Zerubbabel stood there, looking at Mordecai as if he had not understood, and he asked, in great surprise, with a quivering voice, “How long has the self-defence of a people meant the pretty face of a young woman? Is Esther’s body our self-defence?”
Again Mordecai replied calmly and confidently. “You understand by self-defence only the power of our arms, while I term self-defence the power of beauty and the power of money likewise. You are young, Zerubbabel, and surely you know the power of beauty. Say, is it not the surest way? The king’s heart can be purchased for us with beauty, and Esther must do it. Is not Esther my uncle’s daughter? Was she not to me even as my own child? Is she not the flesh and blood of all of us? And yet we told her to risk her life and go unbidden to the king; and should her beauty not win the king and should she as a consequence be put to death, then we will choose still another Jewish daughter,—one even more beautiful. And even if we should have to sacrifice all our Jewish daughters and sisters and wives, we will do so, despite the great grief it will cause us and the heaviness of the blow. Is not that, too, self-defence? And when our beauty has proved unsuccessful, we will defend ourselves with our money, with our possessions. Haman purchased us with ten thousand silver talents; then we can buy ourselves free for twenty, thirty, forty. From time immemorial these have been the surest means of self-defence. Was not our father Jacob freed from his brother Esau by his possessions? Did not also your great-great-grandfather, King Asa, save himself from Baasha, King of Israel, through bribing Benhadad, King of Aram? And did not Judith with her beauty rescue the Jews from Holofernes? Your self-defence, on the contrary, is self-destruction. Small and few are we among the peoples of the hundred and seven and twenty provinces. Who will fear our weapons? Who will be impressed by our arms? And it may come to pass, moreover, that if the king learns that Jews are arming themselves, he will send against us his powerful army, trained in warfare; and there will not be a vestige left of our people. Would you have it thus, Zerubbabel?”
Zerubbabel made answer in loud and bitter tones: “Shame upon you and upon all who side with you! Shame upon the whole Jewish people which beholds its salvation in money and its self-defence in the beautiful bodies of its daughters! Now will I rend my garments and put on sackcloth and ashes! Now will I weep and wail my bitter lamentation! My people is dead! My people is a putrefying corpse. It is an abode only for worms, reptiles and insects. All living spirits have forsaken it. Where shall I find words to express my abhorrence? Where shall I find the thunder with which to boom forth my wrath? Judah, where are your warriors? Where are your heroes, Israel? Behold who your leaders are, and hear what they counsel! In their debasement they do not revolt against defiling their most sacred possessions, and the honour of their daughters is of less worth to them than the meanest life! Lion of yore, you have turned into a dog!”
Zerubbabel struggled for air and words failed him. He rent his garments and tore his hair, crying aloud and bitterly. He wrung his hands high above his head and kept repeating, “Shame upon them! Shame! Shame!” He left the meeting-house, his legs wavering like those of a drunkard.
The men, gathered in the meeting-house, followed him with frightened, astonished looks, and not a mouth opened to speak a word. Only Mordecai smiled and quoted the popular saying, “Is that not correct? It is better to be a live dog than a dead lion.”

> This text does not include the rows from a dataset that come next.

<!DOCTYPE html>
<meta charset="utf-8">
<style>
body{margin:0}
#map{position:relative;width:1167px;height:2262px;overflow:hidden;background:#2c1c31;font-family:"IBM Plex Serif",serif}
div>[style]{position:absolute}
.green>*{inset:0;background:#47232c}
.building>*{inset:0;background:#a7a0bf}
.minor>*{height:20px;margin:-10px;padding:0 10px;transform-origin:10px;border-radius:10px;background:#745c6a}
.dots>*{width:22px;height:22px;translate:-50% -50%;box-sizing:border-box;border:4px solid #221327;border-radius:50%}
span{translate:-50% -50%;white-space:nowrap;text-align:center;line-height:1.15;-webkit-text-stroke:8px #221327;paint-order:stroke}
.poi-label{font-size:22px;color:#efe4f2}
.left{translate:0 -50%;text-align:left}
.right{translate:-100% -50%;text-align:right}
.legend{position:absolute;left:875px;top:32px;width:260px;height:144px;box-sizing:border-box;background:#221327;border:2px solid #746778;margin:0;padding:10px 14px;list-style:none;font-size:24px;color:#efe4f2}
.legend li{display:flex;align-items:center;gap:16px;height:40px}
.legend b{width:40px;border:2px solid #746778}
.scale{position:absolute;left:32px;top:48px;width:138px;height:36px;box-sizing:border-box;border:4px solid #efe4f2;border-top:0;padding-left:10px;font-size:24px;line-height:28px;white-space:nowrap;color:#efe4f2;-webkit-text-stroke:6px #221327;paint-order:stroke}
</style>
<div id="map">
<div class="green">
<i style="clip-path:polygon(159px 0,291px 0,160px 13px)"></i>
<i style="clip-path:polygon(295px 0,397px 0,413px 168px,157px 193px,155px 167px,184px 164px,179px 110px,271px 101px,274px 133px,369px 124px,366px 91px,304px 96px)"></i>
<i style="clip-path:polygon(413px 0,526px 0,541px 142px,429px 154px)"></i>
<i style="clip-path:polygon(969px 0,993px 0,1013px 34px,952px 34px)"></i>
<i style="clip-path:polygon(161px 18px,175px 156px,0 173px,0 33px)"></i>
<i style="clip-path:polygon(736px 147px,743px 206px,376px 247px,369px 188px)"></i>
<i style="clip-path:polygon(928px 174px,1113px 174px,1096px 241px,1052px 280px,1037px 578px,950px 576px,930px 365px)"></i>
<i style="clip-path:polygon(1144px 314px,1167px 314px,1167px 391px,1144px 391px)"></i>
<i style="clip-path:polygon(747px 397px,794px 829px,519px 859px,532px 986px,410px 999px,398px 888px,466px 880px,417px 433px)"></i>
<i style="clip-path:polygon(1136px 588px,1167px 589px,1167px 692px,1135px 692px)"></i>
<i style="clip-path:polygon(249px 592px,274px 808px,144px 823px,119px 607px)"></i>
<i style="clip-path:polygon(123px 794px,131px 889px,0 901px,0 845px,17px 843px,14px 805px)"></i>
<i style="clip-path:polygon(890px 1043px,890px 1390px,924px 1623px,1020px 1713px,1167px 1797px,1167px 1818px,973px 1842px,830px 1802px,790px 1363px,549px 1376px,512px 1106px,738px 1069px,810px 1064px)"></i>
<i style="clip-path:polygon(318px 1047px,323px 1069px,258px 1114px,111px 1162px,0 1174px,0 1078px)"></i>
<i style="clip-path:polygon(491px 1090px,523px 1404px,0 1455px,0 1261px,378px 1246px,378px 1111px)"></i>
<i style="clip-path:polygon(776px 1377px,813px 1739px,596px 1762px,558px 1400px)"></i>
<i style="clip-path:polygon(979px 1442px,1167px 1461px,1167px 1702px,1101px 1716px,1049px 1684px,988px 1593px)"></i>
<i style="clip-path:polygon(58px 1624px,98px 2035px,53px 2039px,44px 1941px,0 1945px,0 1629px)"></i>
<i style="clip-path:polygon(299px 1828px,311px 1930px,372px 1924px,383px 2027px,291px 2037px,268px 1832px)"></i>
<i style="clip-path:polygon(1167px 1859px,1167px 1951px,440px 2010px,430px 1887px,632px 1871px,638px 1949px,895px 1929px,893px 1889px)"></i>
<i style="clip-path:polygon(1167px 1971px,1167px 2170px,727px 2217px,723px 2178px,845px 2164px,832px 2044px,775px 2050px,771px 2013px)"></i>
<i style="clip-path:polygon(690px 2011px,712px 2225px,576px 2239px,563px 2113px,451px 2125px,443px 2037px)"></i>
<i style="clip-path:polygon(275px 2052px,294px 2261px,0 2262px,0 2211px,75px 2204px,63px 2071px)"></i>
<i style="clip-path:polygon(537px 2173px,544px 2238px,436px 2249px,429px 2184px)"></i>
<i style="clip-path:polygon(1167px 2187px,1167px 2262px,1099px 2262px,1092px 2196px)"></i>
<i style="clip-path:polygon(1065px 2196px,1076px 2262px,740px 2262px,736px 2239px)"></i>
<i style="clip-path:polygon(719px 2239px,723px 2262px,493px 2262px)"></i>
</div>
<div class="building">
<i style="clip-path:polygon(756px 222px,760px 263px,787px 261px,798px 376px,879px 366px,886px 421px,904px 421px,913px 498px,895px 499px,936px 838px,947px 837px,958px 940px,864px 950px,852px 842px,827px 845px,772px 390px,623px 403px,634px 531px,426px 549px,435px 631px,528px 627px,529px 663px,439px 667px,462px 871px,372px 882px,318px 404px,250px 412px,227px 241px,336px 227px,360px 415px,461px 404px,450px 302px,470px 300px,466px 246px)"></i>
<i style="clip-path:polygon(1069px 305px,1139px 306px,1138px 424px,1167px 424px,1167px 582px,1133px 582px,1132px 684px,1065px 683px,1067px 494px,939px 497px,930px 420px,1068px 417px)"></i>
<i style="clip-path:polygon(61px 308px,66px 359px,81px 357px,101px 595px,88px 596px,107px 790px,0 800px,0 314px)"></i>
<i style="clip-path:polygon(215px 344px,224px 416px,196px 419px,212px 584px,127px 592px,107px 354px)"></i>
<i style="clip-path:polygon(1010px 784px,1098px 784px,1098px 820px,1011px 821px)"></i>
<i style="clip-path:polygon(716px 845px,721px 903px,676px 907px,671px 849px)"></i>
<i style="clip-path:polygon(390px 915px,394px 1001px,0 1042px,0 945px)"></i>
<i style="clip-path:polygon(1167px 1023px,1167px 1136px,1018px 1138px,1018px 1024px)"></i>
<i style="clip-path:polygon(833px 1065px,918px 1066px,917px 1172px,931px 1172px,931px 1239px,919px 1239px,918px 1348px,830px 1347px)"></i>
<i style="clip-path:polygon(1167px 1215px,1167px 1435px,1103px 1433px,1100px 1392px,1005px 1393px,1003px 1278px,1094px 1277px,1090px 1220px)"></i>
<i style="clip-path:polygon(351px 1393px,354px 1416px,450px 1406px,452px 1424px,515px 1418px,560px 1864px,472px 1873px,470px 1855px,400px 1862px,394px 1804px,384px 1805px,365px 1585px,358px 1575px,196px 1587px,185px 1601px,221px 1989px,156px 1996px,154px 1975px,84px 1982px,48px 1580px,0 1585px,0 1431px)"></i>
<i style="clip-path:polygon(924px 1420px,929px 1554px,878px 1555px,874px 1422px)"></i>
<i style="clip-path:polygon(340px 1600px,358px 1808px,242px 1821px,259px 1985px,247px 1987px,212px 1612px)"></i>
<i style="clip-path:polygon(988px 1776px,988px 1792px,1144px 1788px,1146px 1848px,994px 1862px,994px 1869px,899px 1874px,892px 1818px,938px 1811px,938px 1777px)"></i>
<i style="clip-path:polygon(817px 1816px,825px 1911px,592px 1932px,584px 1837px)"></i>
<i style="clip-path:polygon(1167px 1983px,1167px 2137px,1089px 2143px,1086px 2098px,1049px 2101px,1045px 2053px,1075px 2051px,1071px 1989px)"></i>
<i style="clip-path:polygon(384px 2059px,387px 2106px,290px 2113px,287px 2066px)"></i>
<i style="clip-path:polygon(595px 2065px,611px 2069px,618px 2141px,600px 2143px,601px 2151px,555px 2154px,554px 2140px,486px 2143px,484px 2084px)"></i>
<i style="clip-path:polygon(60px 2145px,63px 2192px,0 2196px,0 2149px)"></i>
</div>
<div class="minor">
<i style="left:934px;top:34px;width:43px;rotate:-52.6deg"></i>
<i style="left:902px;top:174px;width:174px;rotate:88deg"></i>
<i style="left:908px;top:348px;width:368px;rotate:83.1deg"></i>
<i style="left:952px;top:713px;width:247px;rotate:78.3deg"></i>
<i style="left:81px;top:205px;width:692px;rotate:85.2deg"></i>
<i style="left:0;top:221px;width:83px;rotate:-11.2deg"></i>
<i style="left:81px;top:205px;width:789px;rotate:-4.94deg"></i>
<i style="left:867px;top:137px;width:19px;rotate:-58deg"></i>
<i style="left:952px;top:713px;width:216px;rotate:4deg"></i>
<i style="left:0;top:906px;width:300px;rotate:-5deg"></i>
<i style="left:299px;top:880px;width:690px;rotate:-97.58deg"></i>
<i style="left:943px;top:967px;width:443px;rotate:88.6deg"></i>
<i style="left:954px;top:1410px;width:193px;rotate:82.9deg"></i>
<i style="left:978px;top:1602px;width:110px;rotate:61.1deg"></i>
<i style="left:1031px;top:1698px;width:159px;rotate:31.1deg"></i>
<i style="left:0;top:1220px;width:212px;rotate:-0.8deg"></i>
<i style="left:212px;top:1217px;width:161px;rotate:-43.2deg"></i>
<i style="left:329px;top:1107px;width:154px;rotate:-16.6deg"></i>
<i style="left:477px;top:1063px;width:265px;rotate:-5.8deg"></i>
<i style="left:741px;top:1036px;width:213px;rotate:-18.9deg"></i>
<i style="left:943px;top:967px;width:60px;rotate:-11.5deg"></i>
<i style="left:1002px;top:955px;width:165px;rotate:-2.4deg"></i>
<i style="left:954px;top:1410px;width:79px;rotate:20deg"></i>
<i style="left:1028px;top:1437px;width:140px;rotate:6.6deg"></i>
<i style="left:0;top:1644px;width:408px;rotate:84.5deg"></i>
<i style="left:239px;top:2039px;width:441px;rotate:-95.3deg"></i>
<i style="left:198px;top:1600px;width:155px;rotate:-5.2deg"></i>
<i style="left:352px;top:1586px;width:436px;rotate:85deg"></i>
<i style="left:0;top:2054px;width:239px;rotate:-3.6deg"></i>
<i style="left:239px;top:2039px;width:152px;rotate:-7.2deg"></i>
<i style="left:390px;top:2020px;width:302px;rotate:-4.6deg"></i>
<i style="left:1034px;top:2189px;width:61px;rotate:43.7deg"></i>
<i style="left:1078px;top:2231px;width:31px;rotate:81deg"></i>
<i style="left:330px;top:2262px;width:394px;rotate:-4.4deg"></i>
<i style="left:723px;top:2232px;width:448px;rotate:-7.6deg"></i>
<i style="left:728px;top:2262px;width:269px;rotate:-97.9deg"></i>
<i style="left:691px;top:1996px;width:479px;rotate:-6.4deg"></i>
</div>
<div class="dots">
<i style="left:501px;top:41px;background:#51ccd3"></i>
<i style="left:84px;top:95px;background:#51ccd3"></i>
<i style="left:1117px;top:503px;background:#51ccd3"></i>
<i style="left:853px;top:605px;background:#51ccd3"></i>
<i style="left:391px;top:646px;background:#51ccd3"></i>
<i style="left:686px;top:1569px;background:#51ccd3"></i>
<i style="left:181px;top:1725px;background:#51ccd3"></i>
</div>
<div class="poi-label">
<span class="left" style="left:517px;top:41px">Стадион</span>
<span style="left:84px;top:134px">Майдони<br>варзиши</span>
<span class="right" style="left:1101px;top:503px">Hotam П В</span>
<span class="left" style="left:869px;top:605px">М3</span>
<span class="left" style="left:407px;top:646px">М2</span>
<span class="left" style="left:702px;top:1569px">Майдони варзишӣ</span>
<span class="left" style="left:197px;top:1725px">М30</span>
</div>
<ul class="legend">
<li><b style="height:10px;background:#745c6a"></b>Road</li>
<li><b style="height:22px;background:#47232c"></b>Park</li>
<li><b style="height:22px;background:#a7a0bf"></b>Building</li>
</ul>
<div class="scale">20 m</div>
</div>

The assembly, however, became as if something had defiled it and rendered it unclean. Yet none found in him the courage to follow Zerubbabel.
VI
Zerubbabel went in search of Sheshana, to pour out his heart to her and cry out his anger. He walked with rapid strides, looking neither to right nor to left, and groaned heavily: “What a grievous shame! What a deep disgrace!”
Impetuously he opened the door to Sheshana’s house, and he felt that he would throw himself upon her bosom and wail out his immense sorrow. He would bemoan his people, which he had lost,—his veneration of it, his belief in it, which had gone never to return. But when he beheld Sheshana he was rooted to the spot and his mouth could utter no sound. She was dressed in sackcloth; she was pale, her eyes red with much weeping, and her small form seemed even smaller and drawn. When she saw Zerubbabel she burst into loud crying as if she had long repressed it. Then, as she swallowed her tears, she spoke.
“You have come at last! At last you are here!—I thought that something had befallen you and I sent after you, but my messengers could not find you. They brought me the news, however, that you were safe and sound and that you were running about among the people, summoning them to armed resistance. I could not believe them and told them that they brought me lies. But one after another came to me with the same report and I was forced to believe it. The world became dark and dreary to me. Naughty Zerubbabel, how could you forget me at such a terrible time? How could you leave me alone in an hour of peril? Don’t you know that your Sheshana is a timorous maiden,—that her courage vanishes at the slightest danger? Oh, I am frightened to death! I am frightened to death!”